* _What is required_: This exercise calls for copying every line below that holds the word "Résidence".

________________________

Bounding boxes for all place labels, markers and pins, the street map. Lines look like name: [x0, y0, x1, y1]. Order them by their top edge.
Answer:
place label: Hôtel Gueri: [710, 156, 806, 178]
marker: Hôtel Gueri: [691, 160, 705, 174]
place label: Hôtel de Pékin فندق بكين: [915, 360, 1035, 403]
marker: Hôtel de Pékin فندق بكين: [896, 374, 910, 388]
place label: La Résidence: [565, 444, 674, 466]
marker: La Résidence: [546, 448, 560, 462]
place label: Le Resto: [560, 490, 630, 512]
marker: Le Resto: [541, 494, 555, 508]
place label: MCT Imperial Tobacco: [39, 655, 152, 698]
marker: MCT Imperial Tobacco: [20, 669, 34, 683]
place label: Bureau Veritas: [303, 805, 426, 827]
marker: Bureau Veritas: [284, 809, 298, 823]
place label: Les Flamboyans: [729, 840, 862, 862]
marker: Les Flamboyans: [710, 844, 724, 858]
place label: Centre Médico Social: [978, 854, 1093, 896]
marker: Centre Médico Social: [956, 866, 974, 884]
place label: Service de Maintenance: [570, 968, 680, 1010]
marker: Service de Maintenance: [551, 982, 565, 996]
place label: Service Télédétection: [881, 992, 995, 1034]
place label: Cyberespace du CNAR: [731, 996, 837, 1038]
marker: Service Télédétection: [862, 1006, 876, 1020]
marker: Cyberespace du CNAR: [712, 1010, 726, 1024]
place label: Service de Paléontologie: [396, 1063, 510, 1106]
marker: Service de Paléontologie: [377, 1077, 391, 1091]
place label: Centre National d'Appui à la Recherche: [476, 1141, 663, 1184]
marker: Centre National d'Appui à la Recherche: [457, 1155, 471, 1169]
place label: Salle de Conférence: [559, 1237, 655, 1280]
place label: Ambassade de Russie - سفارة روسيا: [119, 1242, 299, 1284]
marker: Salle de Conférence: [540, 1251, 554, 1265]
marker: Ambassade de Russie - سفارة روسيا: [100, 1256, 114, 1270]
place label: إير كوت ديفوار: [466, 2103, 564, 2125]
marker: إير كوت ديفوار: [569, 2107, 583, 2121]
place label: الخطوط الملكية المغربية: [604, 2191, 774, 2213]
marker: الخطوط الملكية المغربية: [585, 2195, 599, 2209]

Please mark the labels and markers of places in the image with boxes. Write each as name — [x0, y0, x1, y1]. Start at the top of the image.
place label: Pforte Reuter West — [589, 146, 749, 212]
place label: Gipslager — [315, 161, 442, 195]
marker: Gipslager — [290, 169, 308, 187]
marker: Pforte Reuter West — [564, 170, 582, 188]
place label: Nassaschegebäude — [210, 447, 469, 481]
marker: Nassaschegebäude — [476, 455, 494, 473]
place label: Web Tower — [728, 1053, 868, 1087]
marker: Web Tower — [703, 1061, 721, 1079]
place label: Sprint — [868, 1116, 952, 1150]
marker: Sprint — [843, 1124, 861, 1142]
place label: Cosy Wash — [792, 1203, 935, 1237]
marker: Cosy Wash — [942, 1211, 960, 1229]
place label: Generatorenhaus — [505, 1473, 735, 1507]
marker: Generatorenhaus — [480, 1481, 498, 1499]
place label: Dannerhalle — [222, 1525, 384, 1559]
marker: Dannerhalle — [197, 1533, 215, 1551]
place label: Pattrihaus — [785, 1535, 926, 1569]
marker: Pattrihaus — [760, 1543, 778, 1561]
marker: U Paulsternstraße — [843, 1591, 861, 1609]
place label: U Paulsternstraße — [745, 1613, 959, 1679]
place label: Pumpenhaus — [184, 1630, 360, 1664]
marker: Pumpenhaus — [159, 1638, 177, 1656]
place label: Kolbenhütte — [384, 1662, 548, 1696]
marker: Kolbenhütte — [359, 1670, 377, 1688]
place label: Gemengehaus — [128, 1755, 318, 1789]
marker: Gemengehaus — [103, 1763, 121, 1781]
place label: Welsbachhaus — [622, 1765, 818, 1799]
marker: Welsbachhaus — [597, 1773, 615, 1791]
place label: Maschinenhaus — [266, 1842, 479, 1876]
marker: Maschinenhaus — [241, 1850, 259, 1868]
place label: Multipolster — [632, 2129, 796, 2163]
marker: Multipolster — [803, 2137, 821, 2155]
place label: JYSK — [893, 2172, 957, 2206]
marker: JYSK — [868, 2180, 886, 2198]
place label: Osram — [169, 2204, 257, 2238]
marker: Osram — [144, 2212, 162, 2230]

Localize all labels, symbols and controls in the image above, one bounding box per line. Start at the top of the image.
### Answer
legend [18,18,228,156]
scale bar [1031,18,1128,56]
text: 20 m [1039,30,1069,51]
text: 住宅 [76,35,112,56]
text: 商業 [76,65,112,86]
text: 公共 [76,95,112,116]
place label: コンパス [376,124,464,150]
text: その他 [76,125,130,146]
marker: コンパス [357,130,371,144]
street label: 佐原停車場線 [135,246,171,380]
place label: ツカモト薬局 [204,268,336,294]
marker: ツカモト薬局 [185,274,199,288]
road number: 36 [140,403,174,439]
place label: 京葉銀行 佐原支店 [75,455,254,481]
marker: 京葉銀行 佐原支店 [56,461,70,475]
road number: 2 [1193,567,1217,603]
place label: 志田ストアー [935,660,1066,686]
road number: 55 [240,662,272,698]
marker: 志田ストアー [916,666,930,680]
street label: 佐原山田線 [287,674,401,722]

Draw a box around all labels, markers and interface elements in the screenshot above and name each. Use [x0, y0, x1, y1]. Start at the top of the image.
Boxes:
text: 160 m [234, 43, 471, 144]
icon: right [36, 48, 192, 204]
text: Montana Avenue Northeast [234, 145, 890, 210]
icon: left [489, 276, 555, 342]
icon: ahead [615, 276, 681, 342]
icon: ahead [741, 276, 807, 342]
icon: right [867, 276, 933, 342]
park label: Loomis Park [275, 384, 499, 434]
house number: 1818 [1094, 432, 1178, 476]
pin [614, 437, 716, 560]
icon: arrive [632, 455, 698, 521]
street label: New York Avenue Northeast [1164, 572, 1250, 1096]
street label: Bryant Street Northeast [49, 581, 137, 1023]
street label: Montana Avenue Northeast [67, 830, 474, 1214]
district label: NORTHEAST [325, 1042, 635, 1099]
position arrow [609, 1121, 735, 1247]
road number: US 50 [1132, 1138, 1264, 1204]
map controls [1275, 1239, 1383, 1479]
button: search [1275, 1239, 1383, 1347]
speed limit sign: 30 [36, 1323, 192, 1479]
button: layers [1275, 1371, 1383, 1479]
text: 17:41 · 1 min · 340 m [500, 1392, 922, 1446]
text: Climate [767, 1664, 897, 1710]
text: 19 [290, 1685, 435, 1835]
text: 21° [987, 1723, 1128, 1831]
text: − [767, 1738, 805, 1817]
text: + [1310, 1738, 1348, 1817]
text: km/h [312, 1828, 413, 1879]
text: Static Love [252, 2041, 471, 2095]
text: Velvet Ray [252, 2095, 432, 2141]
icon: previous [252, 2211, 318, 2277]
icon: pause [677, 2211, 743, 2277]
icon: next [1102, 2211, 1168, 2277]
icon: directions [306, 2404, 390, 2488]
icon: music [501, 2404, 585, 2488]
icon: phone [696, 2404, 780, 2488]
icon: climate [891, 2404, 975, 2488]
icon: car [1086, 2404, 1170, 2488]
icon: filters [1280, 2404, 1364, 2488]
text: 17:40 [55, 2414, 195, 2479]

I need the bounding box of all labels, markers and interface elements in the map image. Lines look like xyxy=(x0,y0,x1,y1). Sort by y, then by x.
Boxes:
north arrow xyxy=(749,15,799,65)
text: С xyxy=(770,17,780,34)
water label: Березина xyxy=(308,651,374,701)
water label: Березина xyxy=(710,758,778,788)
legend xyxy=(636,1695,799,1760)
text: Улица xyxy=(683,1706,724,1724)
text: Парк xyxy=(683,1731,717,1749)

________________________

* _Exercise answer_:
place label: La Résidence: [565, 444, 674, 466]
marker: La Résidence: [546, 448, 560, 462]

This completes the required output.